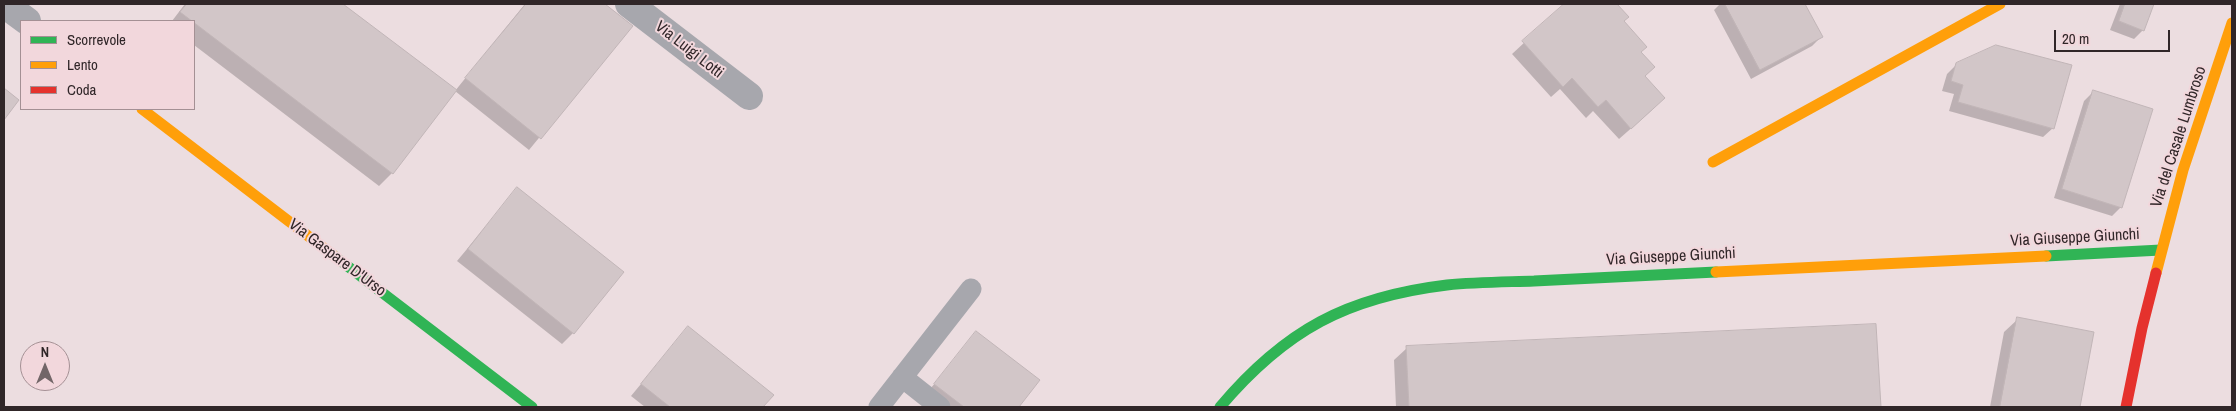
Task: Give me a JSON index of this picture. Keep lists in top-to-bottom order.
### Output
{
  "streets": {
    "street": [
      "Via Luigi Lotti",
      "Via del Casale Lumbroso",
      "Via Giuseppe Giunchi",
      "Via Gaspare D'Urso"
    ]
  },
  "crossings": [
    ["Via del Casale Lumbroso", "Via Giuseppe Giunchi"]
  ],
  "legend": ["Scorrevole", "Lento", "Coda"],
  "scale_bar": "20 m",
  "north": "top"
}
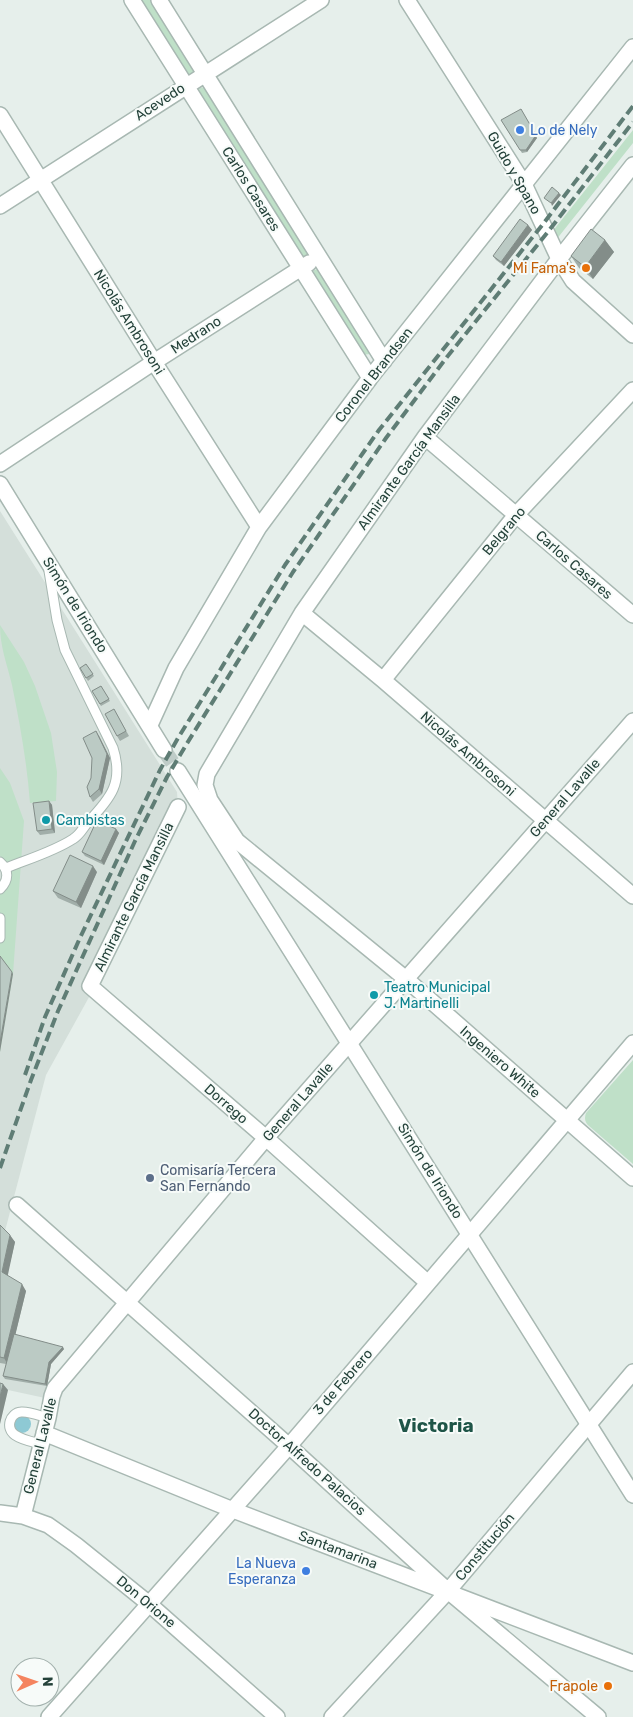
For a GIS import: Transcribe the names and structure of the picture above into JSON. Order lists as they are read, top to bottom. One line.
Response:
{"streets":{"street":["Acevedo","Guido y Spano","Carlos Casares","Nicolás Ambrosoni","Medrano","Coronel Brandsen","Almirante García Mansilla","Belgrano","Simón de Iriondo","General Lavalle","Ingeniero White","Dorrego","3 de Febrero","Doctor Alfredo Palacios","Constitución","Santamarina","Don Orione"]},"crossings":[["Acevedo","Carlos Casares"],["Acevedo","Nicolás Ambrosoni"],["Guido y Spano","Coronel Brandsen"],["Guido y Spano","Almirante García Mansilla"],["Carlos Casares","Medrano"],["Carlos Casares","Coronel Brandsen"],["Carlos Casares","Almirante García Mansilla"],["Carlos Casares","Belgrano"],["Nicolás Ambrosoni","Medrano"],["Nicolás Ambrosoni","Coronel Brandsen"],["Nicolás Ambrosoni","Almirante García Mansilla"],["Nicolás Ambrosoni","Belgrano"],["Nicolás Ambrosoni","General Lavalle"],["Coronel Brandsen","Simón de Iriondo"],["Almirante García Mansilla","Simón de Iriondo"],["Almirante García Mansilla","Dorrego"],["Simón de Iriondo","General Lavalle"],["Simón de Iriondo","Ingeniero White"],["Simón de Iriondo","3 de Febrero"],["Simón de Iriondo","Constitución"],["General Lavalle","Ingeniero White"],["General Lavalle","Dorrego"],["General Lavalle","Doctor Alfredo Palacios"],["General Lavalle","Santamarina"],["General Lavalle","Don Orione"],["Ingeniero White","3 de Febrero"],["Dorrego","3 de Febrero"],["3 de Febrero","Doctor Alfredo Palacios"],["3 de Febrero","Santamarina"],["3 de Febrero","Don Orione"],["Doctor Alfredo Palacios","Constitución"],["Doctor Alfredo Palacios","Santamarina"],["Constitución","Santamarina"]],"districts":["Victoria"],"places":["Lo de Nely","Mi Fama's","Cambistas","Teatro Municipal J. Martinelli","Comisaría Tercera San Fernando","La Nueva Esperanza","Frapole"],"north":"right"}
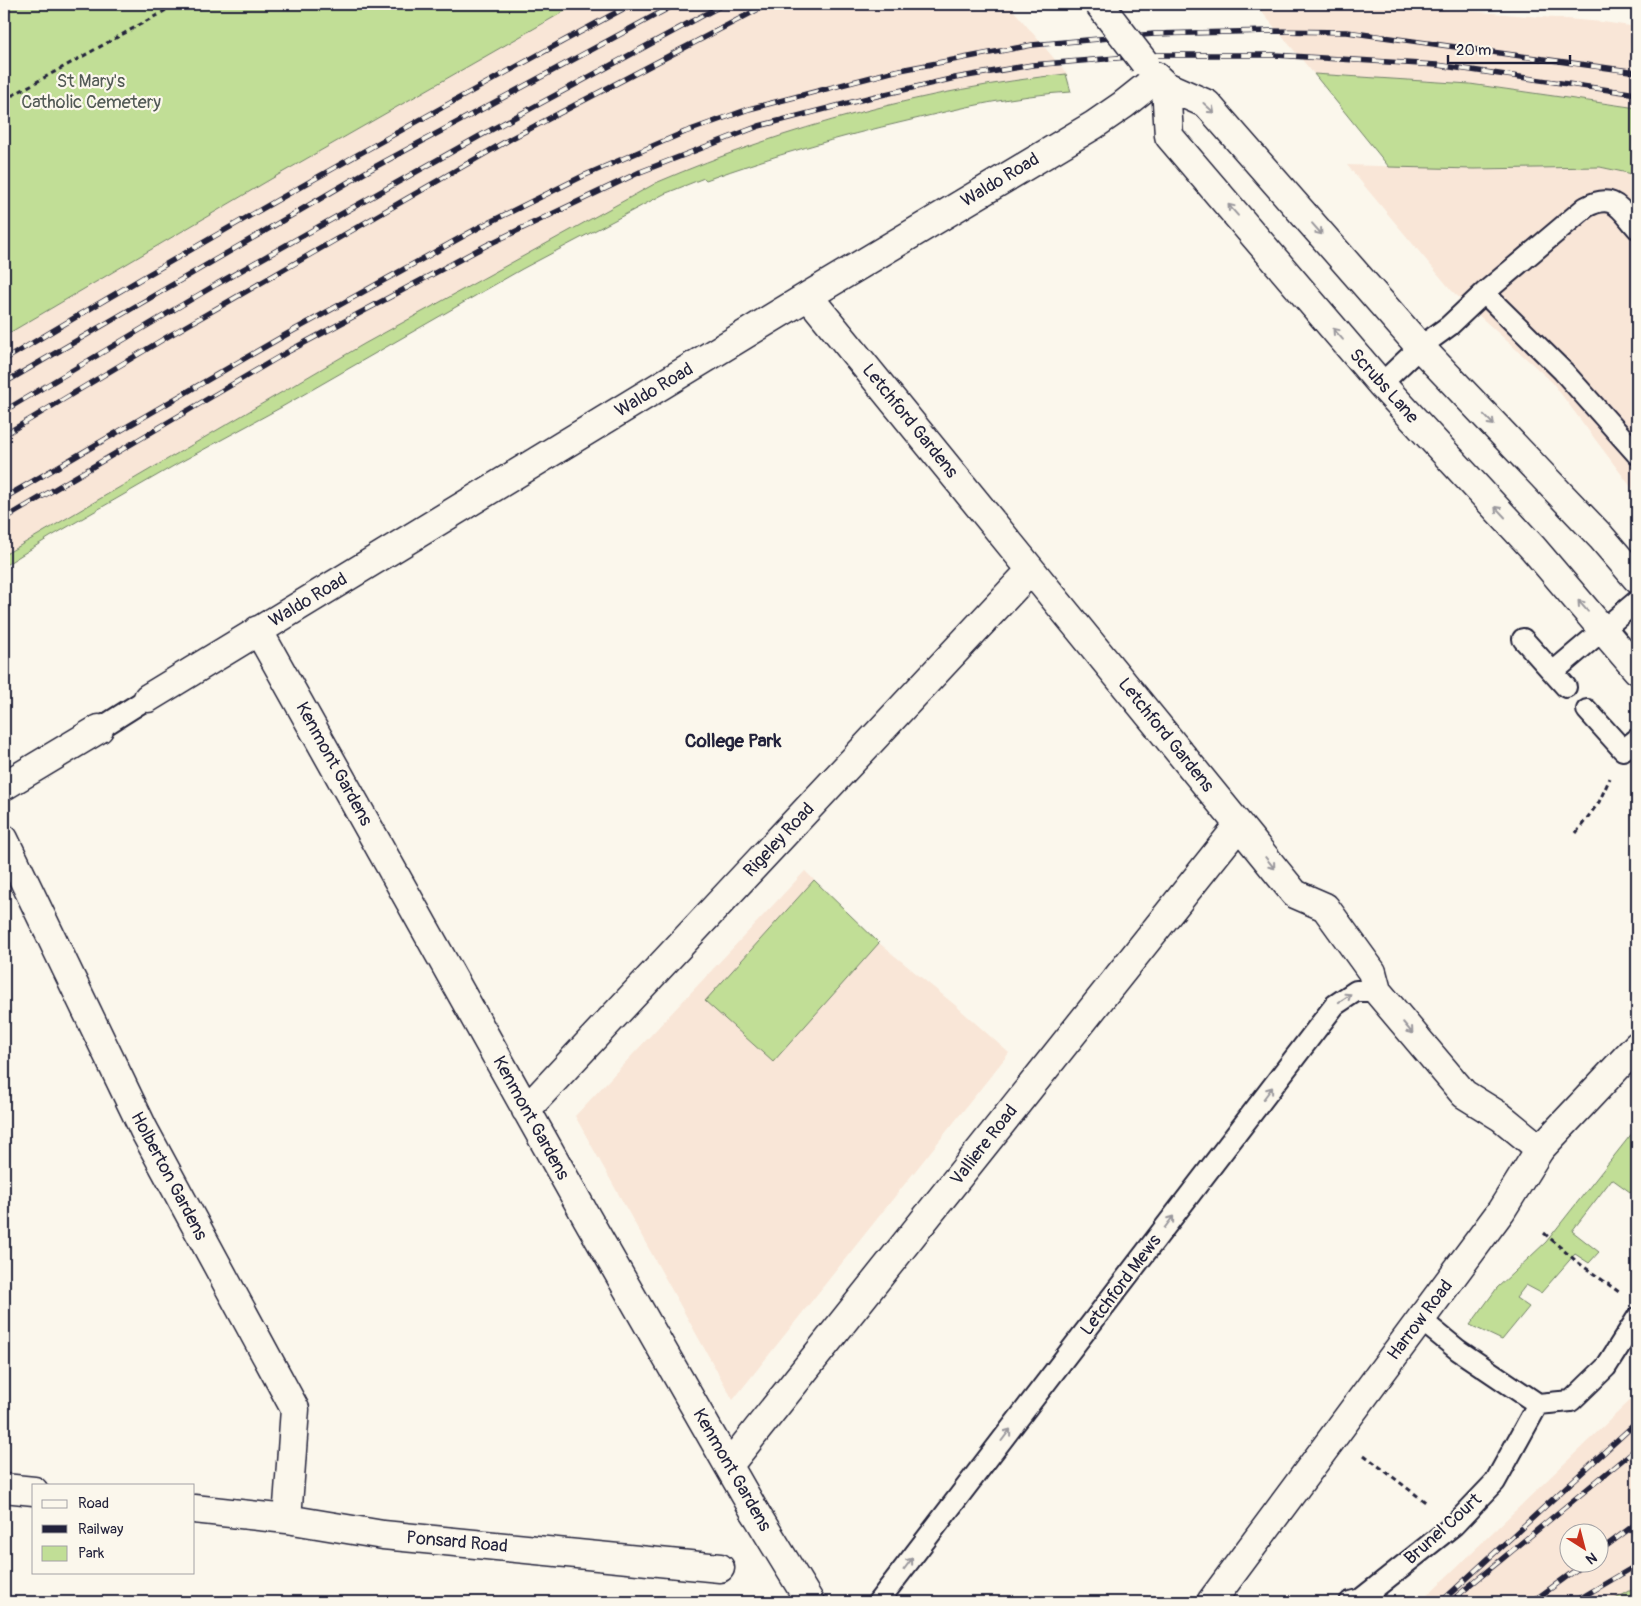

### WORK ORDER
Pull out each line of the listing that holds the string "Casale".

### RESPONSE
      "Via del Casale Lumbroso",
    ["Via del Casale Lumbroso", "Via Giuseppe Giunchi"]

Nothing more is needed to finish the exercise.